START The data

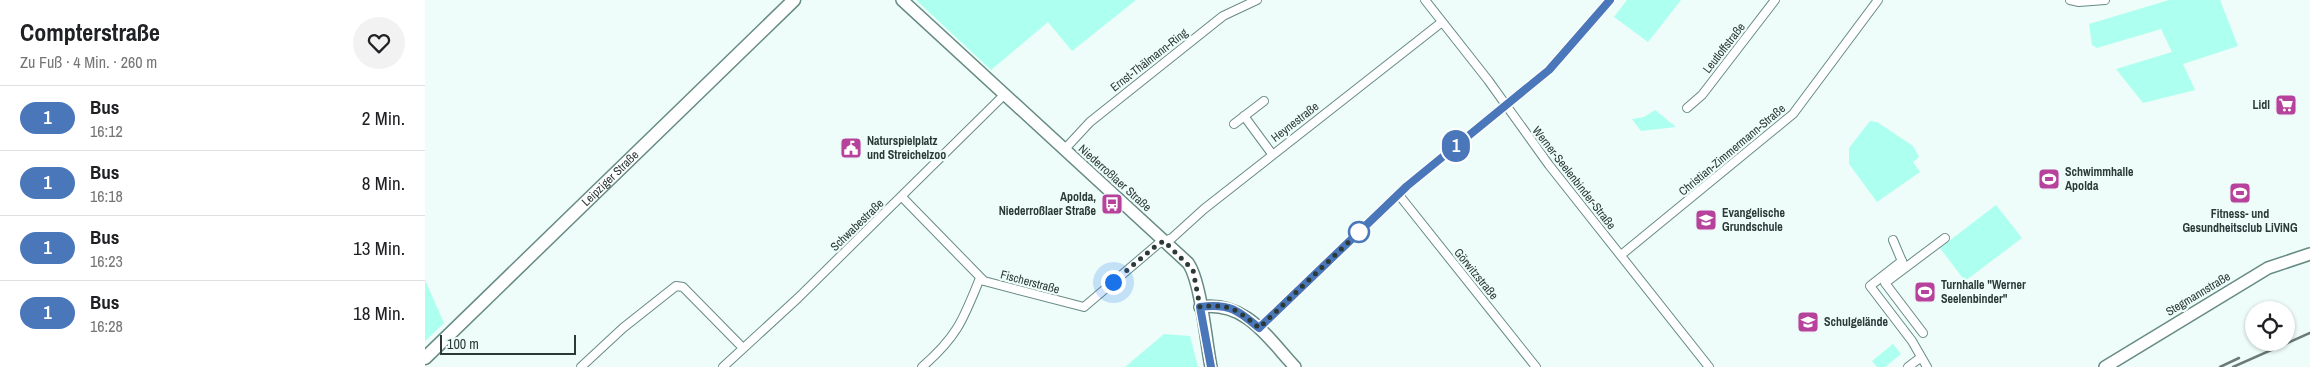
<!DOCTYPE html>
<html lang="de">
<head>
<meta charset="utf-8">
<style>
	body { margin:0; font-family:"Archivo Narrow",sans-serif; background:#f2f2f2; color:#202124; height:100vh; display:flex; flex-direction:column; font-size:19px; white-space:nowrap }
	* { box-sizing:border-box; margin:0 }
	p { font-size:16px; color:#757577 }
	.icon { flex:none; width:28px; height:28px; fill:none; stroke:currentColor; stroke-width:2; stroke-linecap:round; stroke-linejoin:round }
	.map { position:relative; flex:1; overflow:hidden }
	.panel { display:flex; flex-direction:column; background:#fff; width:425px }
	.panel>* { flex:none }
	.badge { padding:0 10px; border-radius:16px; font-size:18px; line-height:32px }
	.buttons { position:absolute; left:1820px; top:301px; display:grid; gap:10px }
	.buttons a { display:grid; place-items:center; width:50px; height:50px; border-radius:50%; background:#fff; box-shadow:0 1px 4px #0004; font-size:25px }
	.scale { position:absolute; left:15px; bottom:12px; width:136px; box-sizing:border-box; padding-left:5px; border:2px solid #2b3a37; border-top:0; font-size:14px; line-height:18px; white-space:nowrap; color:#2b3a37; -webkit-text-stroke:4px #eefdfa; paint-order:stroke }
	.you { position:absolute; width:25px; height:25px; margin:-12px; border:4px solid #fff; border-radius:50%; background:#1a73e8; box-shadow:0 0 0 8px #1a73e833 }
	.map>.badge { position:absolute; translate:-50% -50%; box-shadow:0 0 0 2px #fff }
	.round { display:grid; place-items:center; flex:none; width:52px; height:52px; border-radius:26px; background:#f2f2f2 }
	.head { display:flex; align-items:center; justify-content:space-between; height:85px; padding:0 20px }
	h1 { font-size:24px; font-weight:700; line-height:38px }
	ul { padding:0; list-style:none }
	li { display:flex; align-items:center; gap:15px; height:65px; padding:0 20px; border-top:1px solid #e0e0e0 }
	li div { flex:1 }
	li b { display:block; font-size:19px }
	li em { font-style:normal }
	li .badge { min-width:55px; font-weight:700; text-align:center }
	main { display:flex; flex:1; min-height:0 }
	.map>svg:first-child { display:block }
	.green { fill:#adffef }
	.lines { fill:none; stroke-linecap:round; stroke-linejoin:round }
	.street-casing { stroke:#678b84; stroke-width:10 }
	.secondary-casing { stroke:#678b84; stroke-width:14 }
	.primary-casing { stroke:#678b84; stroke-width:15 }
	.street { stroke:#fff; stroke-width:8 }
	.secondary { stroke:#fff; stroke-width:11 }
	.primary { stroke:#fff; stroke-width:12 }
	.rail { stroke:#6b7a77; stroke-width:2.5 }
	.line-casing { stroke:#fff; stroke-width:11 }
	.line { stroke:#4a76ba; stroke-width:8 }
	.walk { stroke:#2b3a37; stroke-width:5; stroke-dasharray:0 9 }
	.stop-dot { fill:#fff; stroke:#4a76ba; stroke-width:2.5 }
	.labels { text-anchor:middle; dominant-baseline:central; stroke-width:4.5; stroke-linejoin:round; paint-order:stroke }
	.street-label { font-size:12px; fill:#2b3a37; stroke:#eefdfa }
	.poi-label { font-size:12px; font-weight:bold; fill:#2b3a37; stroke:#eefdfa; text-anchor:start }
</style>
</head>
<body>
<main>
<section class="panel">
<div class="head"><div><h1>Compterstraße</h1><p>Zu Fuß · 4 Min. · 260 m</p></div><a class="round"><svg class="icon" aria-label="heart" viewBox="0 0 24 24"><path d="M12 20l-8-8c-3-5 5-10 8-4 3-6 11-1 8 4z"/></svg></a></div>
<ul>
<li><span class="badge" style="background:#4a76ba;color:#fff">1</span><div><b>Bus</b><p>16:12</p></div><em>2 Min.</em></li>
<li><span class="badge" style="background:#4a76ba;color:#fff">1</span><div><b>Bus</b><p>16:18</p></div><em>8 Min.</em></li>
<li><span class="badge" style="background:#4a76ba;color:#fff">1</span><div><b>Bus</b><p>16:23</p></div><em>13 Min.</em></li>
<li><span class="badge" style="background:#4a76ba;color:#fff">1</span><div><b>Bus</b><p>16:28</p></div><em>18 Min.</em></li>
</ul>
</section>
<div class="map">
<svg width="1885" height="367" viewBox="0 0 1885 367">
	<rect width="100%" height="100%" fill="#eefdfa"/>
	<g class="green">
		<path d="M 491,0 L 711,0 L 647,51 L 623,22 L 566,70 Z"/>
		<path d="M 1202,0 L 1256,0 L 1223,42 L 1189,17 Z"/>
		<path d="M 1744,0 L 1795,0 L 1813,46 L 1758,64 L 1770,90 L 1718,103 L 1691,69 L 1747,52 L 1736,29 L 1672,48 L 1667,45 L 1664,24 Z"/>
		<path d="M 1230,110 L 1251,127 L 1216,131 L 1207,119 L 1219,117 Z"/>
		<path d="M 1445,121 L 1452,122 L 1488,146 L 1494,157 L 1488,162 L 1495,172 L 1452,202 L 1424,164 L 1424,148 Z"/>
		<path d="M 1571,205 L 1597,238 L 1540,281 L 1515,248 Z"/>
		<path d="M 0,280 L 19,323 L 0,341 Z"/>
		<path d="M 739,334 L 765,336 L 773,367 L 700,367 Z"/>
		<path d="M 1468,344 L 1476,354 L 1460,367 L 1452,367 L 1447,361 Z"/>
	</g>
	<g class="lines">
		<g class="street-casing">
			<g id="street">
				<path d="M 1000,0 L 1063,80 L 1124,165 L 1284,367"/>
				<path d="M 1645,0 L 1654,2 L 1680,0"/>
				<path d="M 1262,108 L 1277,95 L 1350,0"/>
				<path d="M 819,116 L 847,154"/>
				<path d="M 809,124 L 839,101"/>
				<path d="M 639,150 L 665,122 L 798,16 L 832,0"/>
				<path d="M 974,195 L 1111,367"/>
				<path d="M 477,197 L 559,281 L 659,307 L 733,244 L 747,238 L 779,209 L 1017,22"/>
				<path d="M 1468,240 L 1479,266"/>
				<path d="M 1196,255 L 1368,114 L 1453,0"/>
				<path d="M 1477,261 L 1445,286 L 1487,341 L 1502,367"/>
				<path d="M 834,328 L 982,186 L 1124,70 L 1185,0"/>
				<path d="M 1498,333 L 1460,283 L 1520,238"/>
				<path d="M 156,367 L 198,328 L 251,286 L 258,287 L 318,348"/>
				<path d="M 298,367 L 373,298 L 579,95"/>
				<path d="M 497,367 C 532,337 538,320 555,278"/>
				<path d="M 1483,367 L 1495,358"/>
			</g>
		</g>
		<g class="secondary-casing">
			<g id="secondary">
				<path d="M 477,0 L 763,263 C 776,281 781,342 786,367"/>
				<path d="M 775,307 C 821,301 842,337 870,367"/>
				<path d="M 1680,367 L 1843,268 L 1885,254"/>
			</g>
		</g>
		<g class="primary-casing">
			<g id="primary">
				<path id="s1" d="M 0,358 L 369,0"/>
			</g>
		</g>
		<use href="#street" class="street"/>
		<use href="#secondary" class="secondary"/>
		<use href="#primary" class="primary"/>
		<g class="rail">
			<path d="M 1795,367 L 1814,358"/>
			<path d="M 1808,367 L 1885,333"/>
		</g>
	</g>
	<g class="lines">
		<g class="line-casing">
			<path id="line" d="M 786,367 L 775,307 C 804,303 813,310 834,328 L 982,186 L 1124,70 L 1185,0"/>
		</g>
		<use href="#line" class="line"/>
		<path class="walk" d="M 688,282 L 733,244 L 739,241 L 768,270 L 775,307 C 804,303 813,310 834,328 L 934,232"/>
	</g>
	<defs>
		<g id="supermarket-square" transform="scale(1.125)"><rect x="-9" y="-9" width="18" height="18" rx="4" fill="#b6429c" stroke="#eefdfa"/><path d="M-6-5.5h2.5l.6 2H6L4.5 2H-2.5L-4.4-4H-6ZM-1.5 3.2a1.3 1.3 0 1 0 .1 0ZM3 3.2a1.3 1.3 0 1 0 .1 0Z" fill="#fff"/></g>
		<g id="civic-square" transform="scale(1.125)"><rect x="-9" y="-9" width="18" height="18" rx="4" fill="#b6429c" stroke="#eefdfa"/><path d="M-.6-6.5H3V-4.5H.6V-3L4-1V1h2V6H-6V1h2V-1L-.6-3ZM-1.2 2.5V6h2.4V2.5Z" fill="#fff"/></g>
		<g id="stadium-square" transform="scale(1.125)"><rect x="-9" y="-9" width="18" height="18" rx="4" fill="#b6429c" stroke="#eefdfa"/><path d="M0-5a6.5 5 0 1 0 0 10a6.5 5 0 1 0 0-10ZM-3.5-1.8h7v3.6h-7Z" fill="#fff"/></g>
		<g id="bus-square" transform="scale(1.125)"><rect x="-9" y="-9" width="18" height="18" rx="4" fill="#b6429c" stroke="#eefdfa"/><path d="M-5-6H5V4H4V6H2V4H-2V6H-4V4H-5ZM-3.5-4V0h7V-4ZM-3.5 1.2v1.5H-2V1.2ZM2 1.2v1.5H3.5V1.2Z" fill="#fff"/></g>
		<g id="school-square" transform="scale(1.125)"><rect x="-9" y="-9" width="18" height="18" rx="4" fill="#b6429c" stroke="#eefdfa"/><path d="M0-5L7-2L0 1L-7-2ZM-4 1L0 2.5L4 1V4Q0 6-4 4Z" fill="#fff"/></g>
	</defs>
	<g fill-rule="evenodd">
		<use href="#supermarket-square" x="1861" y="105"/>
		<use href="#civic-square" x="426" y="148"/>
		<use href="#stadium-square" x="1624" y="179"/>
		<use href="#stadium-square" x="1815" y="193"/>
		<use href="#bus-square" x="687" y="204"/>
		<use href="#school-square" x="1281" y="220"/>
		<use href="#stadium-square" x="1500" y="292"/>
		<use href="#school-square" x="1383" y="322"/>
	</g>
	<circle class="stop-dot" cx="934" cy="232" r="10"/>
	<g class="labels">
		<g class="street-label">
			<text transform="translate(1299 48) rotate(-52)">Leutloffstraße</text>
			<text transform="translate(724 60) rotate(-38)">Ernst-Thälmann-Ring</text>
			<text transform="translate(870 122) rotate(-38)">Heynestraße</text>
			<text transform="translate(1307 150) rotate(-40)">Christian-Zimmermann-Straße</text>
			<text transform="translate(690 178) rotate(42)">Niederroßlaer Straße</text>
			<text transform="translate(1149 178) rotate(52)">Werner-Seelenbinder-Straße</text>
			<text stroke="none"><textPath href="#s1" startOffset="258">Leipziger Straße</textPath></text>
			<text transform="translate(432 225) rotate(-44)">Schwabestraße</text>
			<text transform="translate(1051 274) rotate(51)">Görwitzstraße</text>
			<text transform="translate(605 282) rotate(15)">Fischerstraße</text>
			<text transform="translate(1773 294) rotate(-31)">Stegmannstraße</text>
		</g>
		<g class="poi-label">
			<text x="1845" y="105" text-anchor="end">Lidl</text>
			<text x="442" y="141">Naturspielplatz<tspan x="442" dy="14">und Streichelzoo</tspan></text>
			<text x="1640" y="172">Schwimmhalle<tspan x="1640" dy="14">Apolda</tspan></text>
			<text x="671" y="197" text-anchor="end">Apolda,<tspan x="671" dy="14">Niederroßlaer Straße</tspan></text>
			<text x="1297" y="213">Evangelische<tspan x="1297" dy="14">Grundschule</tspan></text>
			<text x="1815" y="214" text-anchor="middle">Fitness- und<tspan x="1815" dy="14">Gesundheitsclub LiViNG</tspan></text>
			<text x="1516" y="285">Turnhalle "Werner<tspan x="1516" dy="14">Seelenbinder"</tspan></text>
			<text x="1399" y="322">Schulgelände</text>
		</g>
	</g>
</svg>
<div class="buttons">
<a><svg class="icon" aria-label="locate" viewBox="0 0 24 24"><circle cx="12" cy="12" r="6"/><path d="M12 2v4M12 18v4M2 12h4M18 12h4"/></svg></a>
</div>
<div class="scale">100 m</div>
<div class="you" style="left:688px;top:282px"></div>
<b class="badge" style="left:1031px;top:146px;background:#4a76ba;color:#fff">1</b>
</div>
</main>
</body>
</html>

END The data

# Work to complete
Among the entries above, determine how many lines contain "panel", then output only that number.

# Reply
3